- _Problem requirements_
Print every line exactly as it appears in the material below.

- _Records for this exercise_
________________________
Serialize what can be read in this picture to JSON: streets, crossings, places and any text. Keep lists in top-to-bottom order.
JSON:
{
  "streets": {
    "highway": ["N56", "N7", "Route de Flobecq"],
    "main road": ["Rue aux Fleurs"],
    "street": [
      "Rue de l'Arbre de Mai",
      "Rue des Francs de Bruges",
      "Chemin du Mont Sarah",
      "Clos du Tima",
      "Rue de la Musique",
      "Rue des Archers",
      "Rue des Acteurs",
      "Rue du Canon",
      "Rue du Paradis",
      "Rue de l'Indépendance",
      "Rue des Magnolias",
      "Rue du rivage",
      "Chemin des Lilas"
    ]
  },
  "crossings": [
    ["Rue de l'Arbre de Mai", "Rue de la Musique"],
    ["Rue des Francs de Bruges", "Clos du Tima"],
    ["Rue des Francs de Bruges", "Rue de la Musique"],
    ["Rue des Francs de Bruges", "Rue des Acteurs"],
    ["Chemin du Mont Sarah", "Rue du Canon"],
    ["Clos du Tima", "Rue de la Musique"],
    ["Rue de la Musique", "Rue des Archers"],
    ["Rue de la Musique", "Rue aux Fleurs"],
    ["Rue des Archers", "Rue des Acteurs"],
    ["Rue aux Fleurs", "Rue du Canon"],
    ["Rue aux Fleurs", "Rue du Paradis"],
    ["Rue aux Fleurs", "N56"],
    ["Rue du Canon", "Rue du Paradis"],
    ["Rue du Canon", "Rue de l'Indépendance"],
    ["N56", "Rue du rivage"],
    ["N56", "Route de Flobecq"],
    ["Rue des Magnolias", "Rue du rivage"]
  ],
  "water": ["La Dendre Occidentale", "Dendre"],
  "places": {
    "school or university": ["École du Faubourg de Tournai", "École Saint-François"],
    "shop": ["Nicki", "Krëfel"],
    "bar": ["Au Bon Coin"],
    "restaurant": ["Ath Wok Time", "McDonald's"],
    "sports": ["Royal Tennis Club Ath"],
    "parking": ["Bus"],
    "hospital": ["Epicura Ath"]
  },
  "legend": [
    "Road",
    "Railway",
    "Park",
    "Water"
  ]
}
________________________
- _Your solution_
Serialize what can be read in this picture to JSON: streets, crossings, places and any text. Keep lists in top-to-bottom order.
JSON:
{
  "streets": {
    "highway": ["N56", "N7", "Route de Flobecq"],
    "main road": ["Rue aux Fleurs"],
    "street": [
      "Rue de l'Arbre de Mai",
      "Rue des Francs de Bruges",
      "Chemin du Mont Sarah",
      "Clos du Tima",
      "Rue de la Musique",
      "Rue des Archers",
      "Rue des Acteurs",
      "Rue du Canon",
      "Rue du Paradis",
      "Rue de l'Indépendance",
      "Rue des Magnolias",
      "Rue du rivage",
      "Chemin des Lilas"
    ]
  },
  "crossings": [
    ["Rue de l'Arbre de Mai", "Rue de la Musique"],
    ["Rue des Francs de Bruges", "Clos du Tima"],
    ["Rue des Francs de Bruges", "Rue de la Musique"],
    ["Rue des Francs de Bruges", "Rue des Acteurs"],
    ["Chemin du Mont Sarah", "Rue du Canon"],
    ["Clos du Tima", "Rue de la Musique"],
    ["Rue de la Musique", "Rue des Archers"],
    ["Rue de la Musique", "Rue aux Fleurs"],
    ["Rue des Archers", "Rue des Acteurs"],
    ["Rue aux Fleurs", "Rue du Canon"],
    ["Rue aux Fleurs", "Rue du Paradis"],
    ["Rue aux Fleurs", "N56"],
    ["Rue du Canon", "Rue du Paradis"],
    ["Rue du Canon", "Rue de l'Indépendance"],
    ["N56", "Rue du rivage"],
    ["N56", "Route de Flobecq"],
    ["Rue des Magnolias", "Rue du rivage"]
  ],
  "water": ["La Dendre Occidentale", "Dendre"],
  "places": {
    "school or university": ["École du Faubourg de Tournai", "École Saint-François"],
    "shop": ["Nicki", "Krëfel"],
    "bar": ["Au Bon Coin"],
    "restaurant": ["Ath Wok Time", "McDonald's"],
    "sports": ["Royal Tennis Club Ath"],
    "parking": ["Bus"],
    "hospital": ["Epicura Ath"]
  },
  "legend": [
    "Road",
    "Railway",
    "Park",
    "Water"
  ]
}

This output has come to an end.